What is Asynchronous?

Asynchronous execution means that the thread you are calling something from is not blocked while waiting for the operation to take place. In general terms, it would involve spinning up another thread for the async operation to use and keeping your calling thread free to continue. There are only two ways this will make your application better! Firstly, if the wait is external to your application e.g. a file or network call, the thread can be made to wait on an external event (usually from the kernel) and so is not taking up resources while it is waiting. Secondly, if you have a UI based model, like Windows applications (and to some extend web applications in .Net), you allow the UI to remain responsive while something else is happening in the background, since only the UI thread is allowed to update the UI and if it is blocked waiting for something else, the application appears to hang.

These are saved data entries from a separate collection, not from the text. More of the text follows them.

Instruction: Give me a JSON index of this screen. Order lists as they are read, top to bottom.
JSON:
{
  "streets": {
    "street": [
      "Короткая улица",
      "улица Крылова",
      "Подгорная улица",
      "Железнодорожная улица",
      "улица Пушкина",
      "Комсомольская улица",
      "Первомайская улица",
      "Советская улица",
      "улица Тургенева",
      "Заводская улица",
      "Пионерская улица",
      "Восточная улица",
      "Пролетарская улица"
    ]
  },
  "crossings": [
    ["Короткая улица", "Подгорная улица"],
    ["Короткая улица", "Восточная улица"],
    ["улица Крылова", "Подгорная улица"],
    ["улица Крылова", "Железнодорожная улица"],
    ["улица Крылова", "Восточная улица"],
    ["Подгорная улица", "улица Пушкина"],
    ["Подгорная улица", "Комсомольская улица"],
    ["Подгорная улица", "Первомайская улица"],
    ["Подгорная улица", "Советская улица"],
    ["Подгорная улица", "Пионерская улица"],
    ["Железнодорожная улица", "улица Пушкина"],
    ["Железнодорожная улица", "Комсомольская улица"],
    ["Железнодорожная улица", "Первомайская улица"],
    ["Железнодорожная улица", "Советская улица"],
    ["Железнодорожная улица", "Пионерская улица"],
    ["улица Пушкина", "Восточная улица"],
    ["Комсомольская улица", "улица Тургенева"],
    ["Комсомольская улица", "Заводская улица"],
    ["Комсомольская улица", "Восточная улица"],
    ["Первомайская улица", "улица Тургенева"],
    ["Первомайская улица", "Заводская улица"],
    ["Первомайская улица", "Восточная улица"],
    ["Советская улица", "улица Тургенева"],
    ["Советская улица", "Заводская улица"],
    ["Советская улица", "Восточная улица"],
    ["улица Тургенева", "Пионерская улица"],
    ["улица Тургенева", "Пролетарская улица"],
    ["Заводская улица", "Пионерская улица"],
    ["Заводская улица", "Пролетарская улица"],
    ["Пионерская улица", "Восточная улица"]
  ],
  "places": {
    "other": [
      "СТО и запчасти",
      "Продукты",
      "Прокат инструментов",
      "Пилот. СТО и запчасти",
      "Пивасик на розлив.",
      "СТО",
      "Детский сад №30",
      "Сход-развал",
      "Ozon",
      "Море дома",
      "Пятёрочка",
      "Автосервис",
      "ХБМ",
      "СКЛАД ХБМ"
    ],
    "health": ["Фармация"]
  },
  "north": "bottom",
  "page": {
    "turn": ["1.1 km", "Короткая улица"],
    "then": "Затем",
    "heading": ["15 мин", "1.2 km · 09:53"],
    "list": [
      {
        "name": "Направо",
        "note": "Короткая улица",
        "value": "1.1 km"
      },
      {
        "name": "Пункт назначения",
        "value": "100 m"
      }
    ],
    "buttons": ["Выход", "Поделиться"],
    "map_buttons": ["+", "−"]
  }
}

It should be obvious that if you start another thread but then park the calling thread waiting for the second thread, you are getting no benefit overall.

History

Back in early versions of .Net 1.1, asynchronous support was added in the form of an Async Programming Model (APM), which involved calling a BeginXX method and passing the callback method that will be executed when the operation has finished. The callback will be passed the result.

This was only really a thin layer over the basic threading libraries and did not lead to readable code because you ended up with lots of callback methods (callback hell!) that then had to somehow keep the main operation moving as callbacks were fired, especially since they could come back in different orders.

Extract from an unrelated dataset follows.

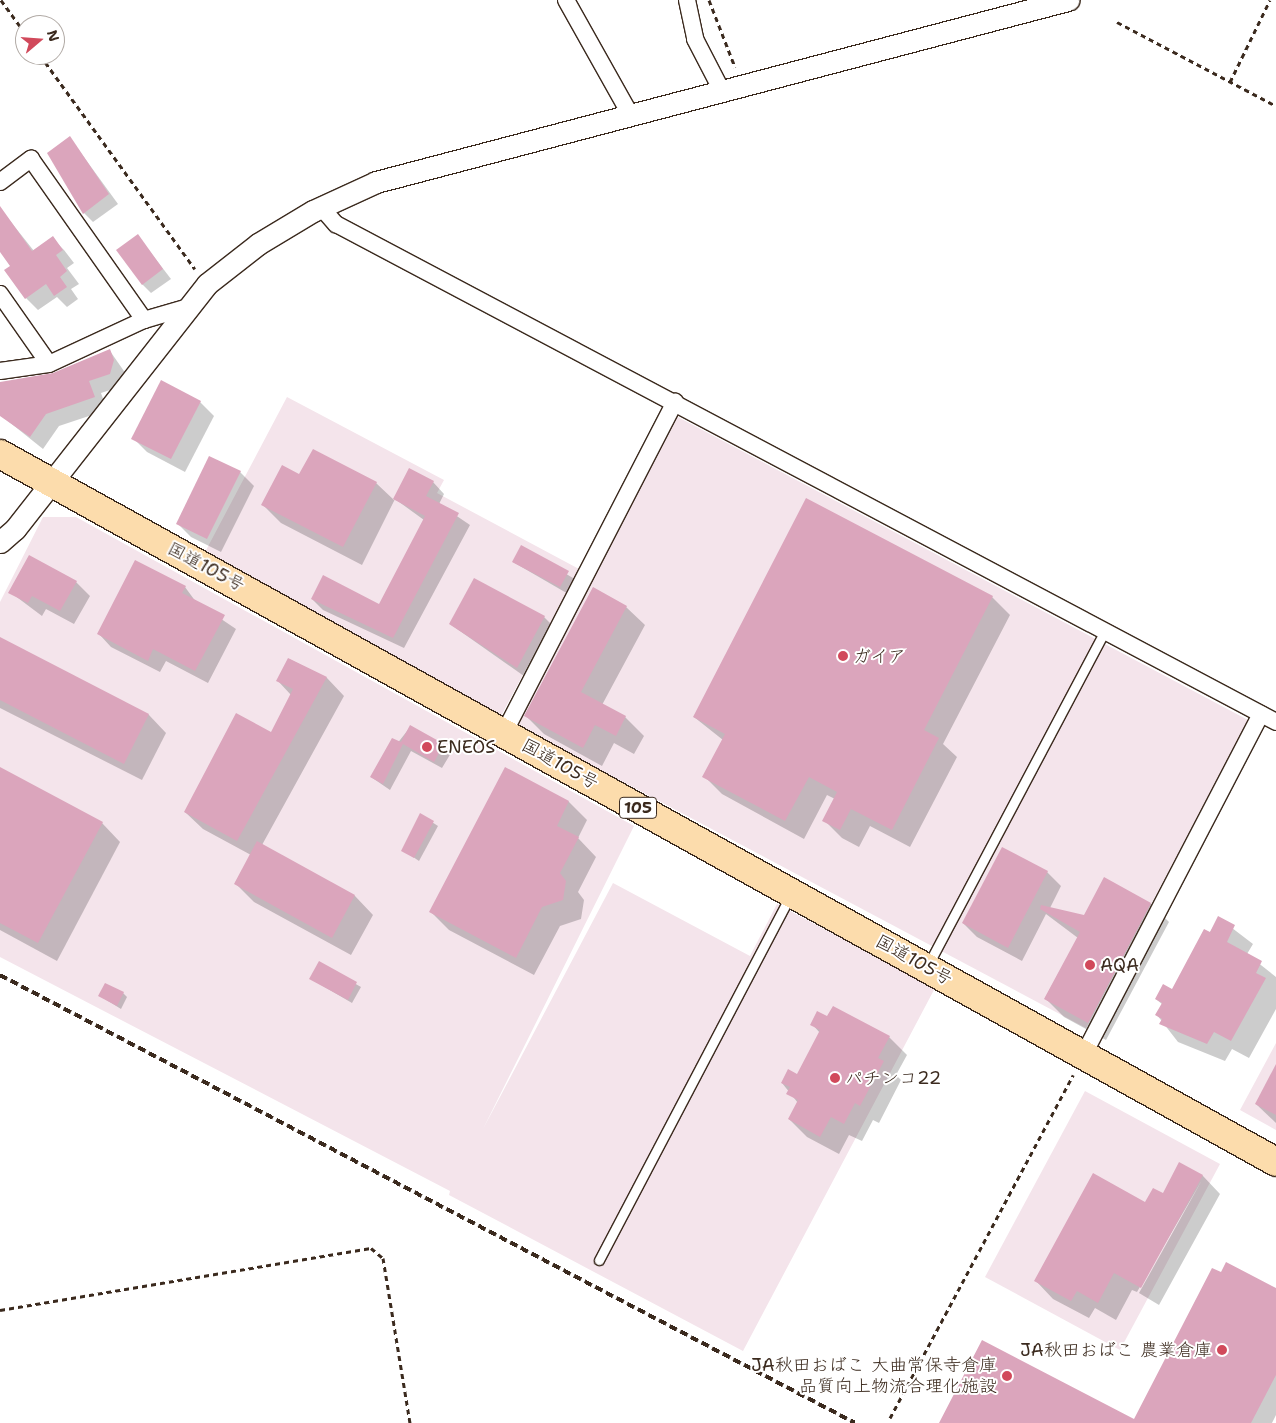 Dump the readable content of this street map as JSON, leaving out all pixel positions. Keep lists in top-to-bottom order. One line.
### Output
{"streets":{"highway":["国道105号","105"]},"places":["ガイア","ENEOS","AQA","パチンコ22","JA秋田おばこ 農業倉庫","JA秋田おばこ 大曲常保寺倉庫 品質向上物流合理化施設"],"north":"right"}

In .Net 2, this was improved and took the form of a more event driven approach called EAP. Where you subscribed to various events and then called a method to start the async operation. The events would signal back to the caller that something had finished/happened/errored. Although it was slightly cleaner and perhaps more generic, it still didn't really solve the problem of orchestrating the events and dealing with the sequencing of async tasks.

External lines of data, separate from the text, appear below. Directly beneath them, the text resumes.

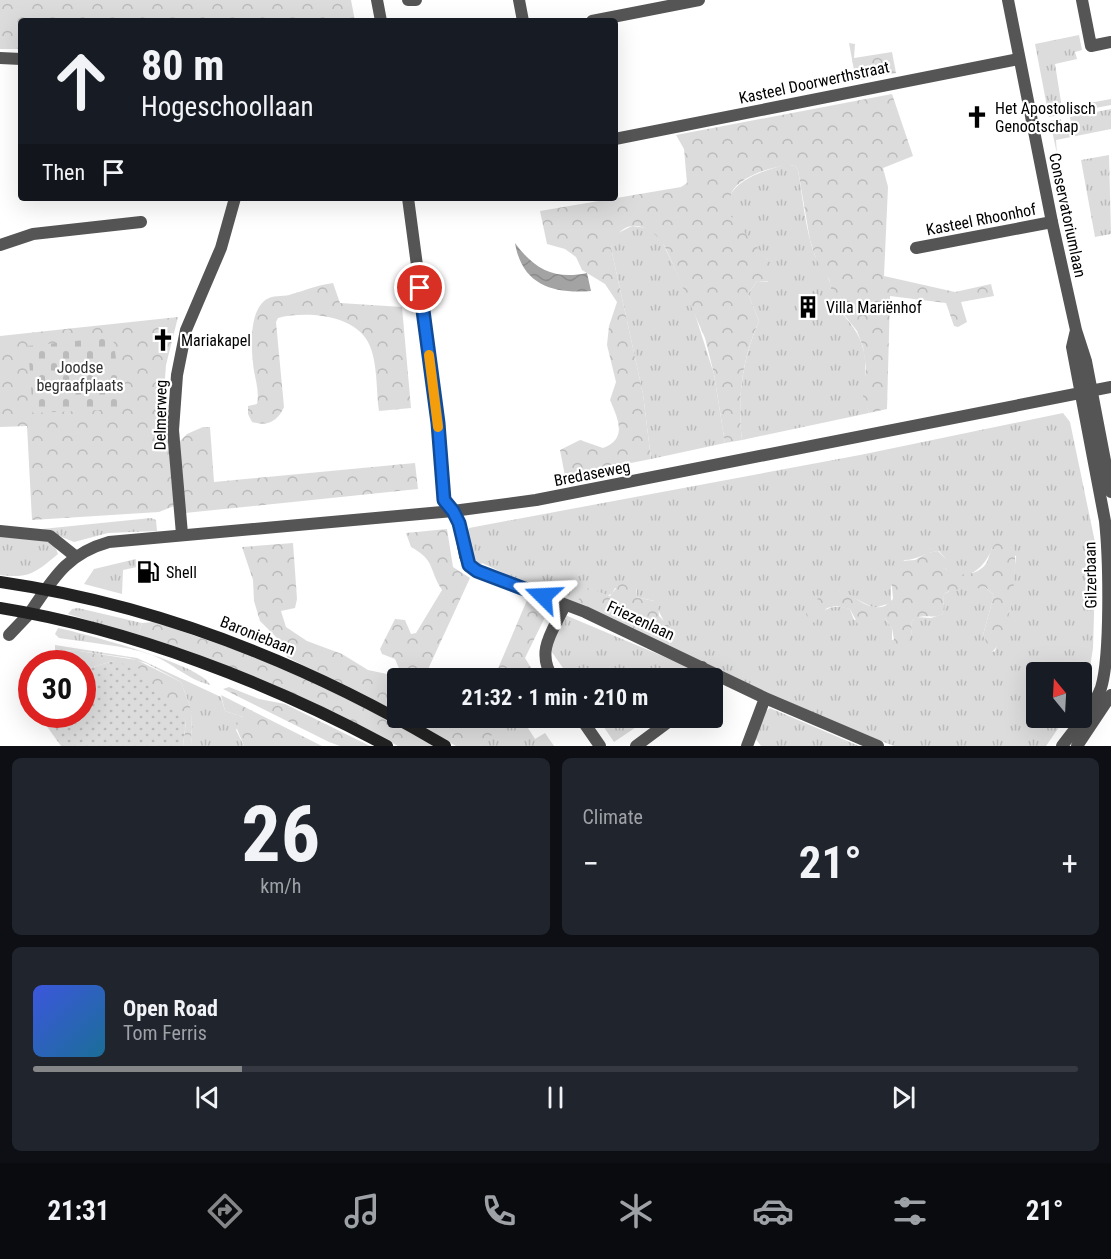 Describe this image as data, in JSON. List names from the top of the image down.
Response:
{
  "streets": {
    "main road": ["Baroniebaan"],
    "street": [
      "Kasteel Doorwerthstraat",
      "Conservatoriumlaan",
      "Kasteel Rhoonhof",
      "Delmerweg",
      "Bredaseweg",
      "Gilzerbaan",
      "Friezenlaan"
    ]
  },
  "crossings": [
    ["Kasteel Doorwerthstraat", "Conservatoriumlaan"],
    ["Conservatoriumlaan", "Kasteel Rhoonhof"],
    ["Conservatoriumlaan", "Bredaseweg"],
    ["Conservatoriumlaan", "Gilzerbaan"],
    ["Delmerweg", "Bredaseweg"],
    ["Bredaseweg", "Gilzerbaan"],
    ["Bredaseweg", "Friezenlaan"],
    ["Bredaseweg", "Baroniebaan"]
  ],
  "parks": ["Joodse begraafplaats"],
  "places": {
    "church": ["Het Apostolisch Genootschap", "Mariakapel"],
    "building": ["Villa Mariënhof"],
    "fuel station": ["Shell"]
  },
  "north": "top",
  "page": {
    "turn": ["80 m", "Hogeschoollaan"],
    "then": "Then",
    "limit": "30",
    "trip": "21:32 · 1 min · 210 m",
    "tile": [
      ["26", "km/h"],
      "Climate"
    ],
    "heat": ["−", "21°", "+"],
    "song": ["Open Road", "Tom Ferris"],
    "tabs": ["21:31", "21°"]
  }
}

It should also be noted that in both of these scenarios, writing your own async code was also not the neatest thing in the world, although there were some helper classes you could extend to get some functionality. One of the worst ways of writing code is to have more supporting code than main code and these were both a little guilty of that approach.

Async in .Net 4.5

This brings us to the latest and great model: the Task-based Async Pattern (TAP) which finally makes async a first-class citizen and massively simplifies the task of both calling and implementing async code.

The basic style includes two new built-in keywords: await and async and one new type called System.Threading.Task. A method might look like this:

public async Task CallAPIAsync(ApiRequest request) {...}

Firstly, a few basics. If the method is marked async, it MUST return a Task or a Task<> if there is a return type. You do NOT have to mark the method async to return a Task, more on that later. Also, ending the method name with the word Async is not required but has been a convention, although that might change if everything starts becoming async.

If you want to call this method, you have a few options but none of these are specific to the CallAPIAsync method being "async" (the caller doesn't care) but all of them because it returns a Task<>.

CallAPIAsync(req);     // Will not block but not recommended since Task is lost
var myTask = CallAPIAsync(req1);    // Will not block
var returnValue = await CallAPIAsync(req2);    // Will 'block'
var returnValue2 = await myTask;     // Will 'block'

The bit that people struggle with is what actually happens when you call an async method and why not all Task methods are marked as async...

Calling an external async method

We will build up our example from the ground and assume we are writing a method that is calling an API, written by someone else, and assume that all the methods are async and even if they weren't, we don't want to wait for the operation to complete synchronously.

public async Task MyApiMethod(Request request)
{
    return = await ApiLibraryCallAsync(request);
}

First things first. We have four options here:

Use await

If we want to use await, we are basically saying that it is long-running but I can't do anything until the response comes back. What happens when we call await? Under the covers, Windows will allocate a thread from the general pool for the application and send that away to call the API, the calling thread will be released (NOT BLOCKED!) and told to check back later. The calling thread cannot continue with its current request since it is awaiting, but it can go and pick up another request, button press etc.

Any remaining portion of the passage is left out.